WHAT IS BEING ASKED: In the listing that follows, how many lines hold the string "absolute"? Answer with the number only.

STORED DATA:
· · · · ·
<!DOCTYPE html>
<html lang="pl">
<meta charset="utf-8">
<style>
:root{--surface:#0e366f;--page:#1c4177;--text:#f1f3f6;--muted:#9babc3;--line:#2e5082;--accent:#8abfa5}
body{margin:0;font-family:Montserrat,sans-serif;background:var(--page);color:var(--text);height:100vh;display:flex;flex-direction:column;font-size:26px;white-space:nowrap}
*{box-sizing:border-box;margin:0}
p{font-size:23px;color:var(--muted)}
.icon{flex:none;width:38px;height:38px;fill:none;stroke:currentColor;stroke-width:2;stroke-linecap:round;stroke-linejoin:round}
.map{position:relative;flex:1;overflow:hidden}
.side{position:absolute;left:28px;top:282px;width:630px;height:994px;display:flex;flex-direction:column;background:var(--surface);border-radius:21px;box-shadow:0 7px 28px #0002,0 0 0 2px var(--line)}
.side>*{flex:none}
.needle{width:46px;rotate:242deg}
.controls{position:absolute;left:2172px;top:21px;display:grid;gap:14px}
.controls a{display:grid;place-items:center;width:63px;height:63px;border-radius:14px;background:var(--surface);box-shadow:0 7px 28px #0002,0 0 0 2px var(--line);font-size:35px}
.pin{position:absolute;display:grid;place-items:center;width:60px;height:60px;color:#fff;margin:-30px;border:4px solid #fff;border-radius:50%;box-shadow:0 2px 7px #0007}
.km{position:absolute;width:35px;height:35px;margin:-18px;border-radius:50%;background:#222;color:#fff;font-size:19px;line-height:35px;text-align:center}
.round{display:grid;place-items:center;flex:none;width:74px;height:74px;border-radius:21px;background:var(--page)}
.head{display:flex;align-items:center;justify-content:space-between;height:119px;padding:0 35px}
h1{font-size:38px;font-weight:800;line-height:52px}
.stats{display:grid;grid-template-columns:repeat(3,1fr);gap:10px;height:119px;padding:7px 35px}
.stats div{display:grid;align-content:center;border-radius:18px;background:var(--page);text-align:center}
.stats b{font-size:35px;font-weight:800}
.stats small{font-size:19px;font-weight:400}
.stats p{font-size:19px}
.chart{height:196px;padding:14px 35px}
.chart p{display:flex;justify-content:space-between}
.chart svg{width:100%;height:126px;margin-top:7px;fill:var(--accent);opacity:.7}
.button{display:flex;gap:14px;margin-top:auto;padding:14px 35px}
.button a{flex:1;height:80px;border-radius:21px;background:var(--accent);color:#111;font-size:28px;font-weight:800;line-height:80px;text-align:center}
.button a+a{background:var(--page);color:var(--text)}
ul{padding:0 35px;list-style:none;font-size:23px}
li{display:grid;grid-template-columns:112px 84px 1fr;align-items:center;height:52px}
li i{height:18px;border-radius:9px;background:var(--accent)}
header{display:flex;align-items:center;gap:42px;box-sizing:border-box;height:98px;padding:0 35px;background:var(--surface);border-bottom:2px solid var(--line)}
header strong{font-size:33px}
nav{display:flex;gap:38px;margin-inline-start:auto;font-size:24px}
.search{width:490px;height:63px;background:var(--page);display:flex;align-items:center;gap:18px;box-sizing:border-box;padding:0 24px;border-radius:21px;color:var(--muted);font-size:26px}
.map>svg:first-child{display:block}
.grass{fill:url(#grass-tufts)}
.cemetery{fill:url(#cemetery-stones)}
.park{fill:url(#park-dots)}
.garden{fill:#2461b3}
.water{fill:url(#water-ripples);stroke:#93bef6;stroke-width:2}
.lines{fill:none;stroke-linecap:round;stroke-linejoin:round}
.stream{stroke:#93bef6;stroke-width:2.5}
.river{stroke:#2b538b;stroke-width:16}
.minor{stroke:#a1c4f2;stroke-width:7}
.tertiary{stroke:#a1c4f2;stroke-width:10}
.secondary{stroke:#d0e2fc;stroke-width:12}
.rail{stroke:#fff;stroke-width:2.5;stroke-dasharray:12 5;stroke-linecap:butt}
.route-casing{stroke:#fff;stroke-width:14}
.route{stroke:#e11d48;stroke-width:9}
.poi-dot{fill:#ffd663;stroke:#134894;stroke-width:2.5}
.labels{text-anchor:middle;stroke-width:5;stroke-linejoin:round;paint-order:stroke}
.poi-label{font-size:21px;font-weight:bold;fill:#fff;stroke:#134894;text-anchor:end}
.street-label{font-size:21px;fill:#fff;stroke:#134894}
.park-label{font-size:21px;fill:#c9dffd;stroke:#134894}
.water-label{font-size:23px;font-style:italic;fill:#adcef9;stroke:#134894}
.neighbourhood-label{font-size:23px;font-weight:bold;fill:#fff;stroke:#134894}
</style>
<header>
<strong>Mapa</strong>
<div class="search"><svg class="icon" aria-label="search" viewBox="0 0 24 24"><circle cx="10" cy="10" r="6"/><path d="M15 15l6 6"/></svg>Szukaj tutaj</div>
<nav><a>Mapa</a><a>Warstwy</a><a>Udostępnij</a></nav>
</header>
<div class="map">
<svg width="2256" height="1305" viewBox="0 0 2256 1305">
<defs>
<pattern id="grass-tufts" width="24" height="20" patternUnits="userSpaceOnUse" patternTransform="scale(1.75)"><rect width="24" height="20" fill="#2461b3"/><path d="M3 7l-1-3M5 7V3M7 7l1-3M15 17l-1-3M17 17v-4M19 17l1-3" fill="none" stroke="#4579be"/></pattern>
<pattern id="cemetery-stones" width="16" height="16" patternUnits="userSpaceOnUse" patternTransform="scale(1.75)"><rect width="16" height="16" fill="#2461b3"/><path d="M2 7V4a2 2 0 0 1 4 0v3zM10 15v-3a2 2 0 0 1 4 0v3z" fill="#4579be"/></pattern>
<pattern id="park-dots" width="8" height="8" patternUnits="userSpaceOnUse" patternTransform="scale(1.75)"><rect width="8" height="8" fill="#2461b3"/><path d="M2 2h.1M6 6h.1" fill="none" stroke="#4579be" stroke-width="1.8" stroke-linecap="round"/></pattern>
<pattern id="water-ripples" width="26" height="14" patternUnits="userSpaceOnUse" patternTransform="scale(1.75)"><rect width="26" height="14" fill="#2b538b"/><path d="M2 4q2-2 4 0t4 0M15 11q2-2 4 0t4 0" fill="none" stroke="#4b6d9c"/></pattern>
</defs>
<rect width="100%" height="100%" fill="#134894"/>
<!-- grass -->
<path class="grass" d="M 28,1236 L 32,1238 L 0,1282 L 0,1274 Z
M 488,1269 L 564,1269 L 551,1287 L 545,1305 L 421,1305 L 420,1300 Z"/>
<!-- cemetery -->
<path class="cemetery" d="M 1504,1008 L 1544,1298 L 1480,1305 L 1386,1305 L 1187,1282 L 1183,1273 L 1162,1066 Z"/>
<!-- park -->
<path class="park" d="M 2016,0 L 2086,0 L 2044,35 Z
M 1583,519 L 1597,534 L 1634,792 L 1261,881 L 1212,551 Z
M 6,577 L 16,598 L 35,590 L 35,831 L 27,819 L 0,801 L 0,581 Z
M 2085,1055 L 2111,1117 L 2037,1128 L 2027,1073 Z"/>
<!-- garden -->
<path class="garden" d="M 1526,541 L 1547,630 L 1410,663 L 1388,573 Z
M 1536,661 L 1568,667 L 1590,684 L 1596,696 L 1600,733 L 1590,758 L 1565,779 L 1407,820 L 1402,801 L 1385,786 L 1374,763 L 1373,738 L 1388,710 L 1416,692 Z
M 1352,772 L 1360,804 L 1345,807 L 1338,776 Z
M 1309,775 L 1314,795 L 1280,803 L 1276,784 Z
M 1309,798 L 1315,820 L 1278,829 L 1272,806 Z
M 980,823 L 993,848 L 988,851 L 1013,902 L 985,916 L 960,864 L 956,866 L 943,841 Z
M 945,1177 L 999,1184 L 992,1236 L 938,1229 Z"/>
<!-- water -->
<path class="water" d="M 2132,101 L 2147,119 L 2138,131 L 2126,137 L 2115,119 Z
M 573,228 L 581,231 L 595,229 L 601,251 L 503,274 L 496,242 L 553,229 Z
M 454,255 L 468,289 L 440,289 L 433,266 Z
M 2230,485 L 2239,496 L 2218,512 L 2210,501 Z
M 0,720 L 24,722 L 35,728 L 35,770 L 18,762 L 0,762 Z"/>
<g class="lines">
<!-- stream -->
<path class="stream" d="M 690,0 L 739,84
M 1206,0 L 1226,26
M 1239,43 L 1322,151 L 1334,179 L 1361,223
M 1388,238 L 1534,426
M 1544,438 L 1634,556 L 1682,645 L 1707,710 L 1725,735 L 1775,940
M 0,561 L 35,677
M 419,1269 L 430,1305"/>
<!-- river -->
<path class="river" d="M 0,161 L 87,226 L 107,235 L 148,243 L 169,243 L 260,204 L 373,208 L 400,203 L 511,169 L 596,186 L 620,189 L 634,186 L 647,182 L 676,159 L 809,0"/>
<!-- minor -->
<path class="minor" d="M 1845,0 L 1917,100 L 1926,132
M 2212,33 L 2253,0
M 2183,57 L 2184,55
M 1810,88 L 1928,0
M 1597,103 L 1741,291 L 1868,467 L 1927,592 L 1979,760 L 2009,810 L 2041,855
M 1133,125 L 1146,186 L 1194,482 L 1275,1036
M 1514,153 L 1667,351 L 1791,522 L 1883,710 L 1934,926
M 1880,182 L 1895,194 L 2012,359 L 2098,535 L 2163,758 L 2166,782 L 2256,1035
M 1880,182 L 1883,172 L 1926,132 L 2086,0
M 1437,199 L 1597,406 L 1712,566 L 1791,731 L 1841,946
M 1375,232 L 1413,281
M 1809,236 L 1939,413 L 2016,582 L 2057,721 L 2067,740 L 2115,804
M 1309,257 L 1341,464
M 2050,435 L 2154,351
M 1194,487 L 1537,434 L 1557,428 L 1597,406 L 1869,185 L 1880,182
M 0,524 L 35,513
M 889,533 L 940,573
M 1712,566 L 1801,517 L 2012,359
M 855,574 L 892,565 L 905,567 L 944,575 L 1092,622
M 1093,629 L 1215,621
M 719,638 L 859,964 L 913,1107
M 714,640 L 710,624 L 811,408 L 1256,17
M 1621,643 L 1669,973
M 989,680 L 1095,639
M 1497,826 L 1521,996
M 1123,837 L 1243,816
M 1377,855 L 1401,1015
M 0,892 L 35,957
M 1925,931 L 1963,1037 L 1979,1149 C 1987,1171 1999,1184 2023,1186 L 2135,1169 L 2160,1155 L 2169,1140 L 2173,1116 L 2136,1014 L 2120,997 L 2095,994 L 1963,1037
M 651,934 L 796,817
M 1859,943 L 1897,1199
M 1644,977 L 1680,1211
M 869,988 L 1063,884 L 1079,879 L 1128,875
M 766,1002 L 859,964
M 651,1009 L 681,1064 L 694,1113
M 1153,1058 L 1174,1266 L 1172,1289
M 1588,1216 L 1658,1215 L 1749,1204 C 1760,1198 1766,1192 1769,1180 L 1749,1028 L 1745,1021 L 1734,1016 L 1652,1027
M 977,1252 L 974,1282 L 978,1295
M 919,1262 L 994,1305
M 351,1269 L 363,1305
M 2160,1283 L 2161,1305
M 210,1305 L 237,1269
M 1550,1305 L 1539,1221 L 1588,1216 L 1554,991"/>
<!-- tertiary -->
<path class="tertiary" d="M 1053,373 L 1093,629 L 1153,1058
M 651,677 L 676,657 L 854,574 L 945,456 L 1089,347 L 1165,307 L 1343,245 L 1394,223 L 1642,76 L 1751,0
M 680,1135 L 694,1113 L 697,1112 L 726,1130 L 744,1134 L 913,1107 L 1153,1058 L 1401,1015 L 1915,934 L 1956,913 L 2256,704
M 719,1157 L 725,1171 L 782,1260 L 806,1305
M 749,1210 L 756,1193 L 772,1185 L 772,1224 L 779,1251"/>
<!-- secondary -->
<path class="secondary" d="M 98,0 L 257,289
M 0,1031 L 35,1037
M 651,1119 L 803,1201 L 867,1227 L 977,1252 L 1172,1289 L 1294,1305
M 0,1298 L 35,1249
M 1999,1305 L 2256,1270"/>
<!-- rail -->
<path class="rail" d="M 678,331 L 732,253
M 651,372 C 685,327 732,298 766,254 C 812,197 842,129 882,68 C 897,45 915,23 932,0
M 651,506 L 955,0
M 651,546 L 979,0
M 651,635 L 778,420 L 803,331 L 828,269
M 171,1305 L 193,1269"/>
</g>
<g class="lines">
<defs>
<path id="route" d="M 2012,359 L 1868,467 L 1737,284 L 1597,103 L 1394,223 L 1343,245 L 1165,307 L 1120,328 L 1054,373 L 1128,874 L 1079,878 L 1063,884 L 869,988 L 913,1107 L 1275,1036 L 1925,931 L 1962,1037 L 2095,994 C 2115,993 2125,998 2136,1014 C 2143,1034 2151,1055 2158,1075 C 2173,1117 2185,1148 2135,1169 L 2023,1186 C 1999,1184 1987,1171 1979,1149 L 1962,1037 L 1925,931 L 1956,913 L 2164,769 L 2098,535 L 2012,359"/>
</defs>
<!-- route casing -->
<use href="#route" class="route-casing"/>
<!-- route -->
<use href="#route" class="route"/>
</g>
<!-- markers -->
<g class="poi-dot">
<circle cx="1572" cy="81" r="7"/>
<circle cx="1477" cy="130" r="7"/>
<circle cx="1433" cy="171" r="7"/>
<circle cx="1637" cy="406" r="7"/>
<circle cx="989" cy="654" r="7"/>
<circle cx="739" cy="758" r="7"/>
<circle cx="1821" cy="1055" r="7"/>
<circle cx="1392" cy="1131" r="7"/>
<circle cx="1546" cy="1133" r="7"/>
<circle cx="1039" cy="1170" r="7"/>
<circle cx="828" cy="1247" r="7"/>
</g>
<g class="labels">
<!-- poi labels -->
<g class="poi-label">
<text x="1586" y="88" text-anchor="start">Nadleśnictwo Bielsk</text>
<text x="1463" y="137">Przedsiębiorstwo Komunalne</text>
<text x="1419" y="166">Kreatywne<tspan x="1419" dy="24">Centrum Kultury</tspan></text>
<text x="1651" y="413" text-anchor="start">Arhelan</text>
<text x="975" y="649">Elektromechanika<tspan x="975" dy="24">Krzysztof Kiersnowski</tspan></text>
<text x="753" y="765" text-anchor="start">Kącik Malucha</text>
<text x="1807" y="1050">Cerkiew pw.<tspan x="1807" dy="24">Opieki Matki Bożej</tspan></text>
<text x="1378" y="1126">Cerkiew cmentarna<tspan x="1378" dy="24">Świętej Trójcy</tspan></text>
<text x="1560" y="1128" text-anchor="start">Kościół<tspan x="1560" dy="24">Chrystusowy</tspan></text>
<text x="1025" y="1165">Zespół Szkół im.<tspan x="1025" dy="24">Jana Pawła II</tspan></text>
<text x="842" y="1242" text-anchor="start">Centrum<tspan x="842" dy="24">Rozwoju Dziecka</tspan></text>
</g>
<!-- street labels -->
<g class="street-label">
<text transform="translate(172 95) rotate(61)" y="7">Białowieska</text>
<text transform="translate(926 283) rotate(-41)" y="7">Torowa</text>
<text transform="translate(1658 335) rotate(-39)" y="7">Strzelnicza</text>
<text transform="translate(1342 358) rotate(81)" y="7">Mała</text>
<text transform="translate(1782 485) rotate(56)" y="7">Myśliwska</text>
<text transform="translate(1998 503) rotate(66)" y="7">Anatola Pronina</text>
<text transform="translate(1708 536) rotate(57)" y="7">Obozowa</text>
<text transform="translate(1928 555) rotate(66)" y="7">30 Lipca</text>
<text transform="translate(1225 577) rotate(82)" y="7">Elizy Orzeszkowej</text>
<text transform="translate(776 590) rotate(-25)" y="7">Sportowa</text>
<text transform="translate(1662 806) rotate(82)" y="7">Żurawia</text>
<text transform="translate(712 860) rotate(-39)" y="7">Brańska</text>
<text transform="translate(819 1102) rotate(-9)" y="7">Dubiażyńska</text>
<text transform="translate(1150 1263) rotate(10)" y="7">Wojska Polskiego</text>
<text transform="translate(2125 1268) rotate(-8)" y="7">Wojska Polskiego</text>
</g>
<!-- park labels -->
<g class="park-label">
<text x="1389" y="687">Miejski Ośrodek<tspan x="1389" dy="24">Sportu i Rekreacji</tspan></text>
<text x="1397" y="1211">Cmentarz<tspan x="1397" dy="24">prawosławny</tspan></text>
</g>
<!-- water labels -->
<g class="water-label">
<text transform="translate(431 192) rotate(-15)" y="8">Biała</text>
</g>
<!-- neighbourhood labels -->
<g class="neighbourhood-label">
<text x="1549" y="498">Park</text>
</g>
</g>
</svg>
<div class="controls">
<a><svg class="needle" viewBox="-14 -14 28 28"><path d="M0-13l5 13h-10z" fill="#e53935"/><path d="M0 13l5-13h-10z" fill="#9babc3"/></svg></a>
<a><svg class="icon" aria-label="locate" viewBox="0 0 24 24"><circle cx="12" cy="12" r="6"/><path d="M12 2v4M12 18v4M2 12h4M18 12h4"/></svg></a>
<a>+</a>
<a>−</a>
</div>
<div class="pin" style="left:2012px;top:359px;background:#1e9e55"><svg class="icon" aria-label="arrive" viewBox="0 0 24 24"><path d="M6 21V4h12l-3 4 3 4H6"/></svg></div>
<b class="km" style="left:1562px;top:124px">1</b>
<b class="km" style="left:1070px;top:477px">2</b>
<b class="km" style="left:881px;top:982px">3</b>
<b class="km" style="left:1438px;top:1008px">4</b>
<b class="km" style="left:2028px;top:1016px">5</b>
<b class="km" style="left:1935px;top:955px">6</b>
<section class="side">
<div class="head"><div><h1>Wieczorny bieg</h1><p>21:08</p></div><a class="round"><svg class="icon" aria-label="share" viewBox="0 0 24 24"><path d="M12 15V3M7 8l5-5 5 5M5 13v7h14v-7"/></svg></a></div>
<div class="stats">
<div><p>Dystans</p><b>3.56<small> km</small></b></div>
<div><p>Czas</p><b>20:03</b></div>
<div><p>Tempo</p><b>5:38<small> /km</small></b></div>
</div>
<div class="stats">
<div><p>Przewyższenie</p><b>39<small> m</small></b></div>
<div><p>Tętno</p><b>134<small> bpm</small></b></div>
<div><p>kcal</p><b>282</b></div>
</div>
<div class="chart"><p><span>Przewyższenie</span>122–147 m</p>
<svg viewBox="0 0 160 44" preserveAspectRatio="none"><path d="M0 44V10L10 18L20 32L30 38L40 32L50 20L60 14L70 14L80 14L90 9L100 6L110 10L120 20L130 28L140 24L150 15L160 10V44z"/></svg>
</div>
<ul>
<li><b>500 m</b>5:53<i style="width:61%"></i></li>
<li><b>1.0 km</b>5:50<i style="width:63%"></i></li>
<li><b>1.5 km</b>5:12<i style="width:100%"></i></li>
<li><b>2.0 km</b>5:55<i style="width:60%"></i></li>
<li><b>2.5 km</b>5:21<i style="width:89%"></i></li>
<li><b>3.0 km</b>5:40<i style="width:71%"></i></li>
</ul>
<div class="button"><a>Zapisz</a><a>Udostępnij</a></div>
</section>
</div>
· · · · ·
SOLUTION TO THIS EXERCISE: 4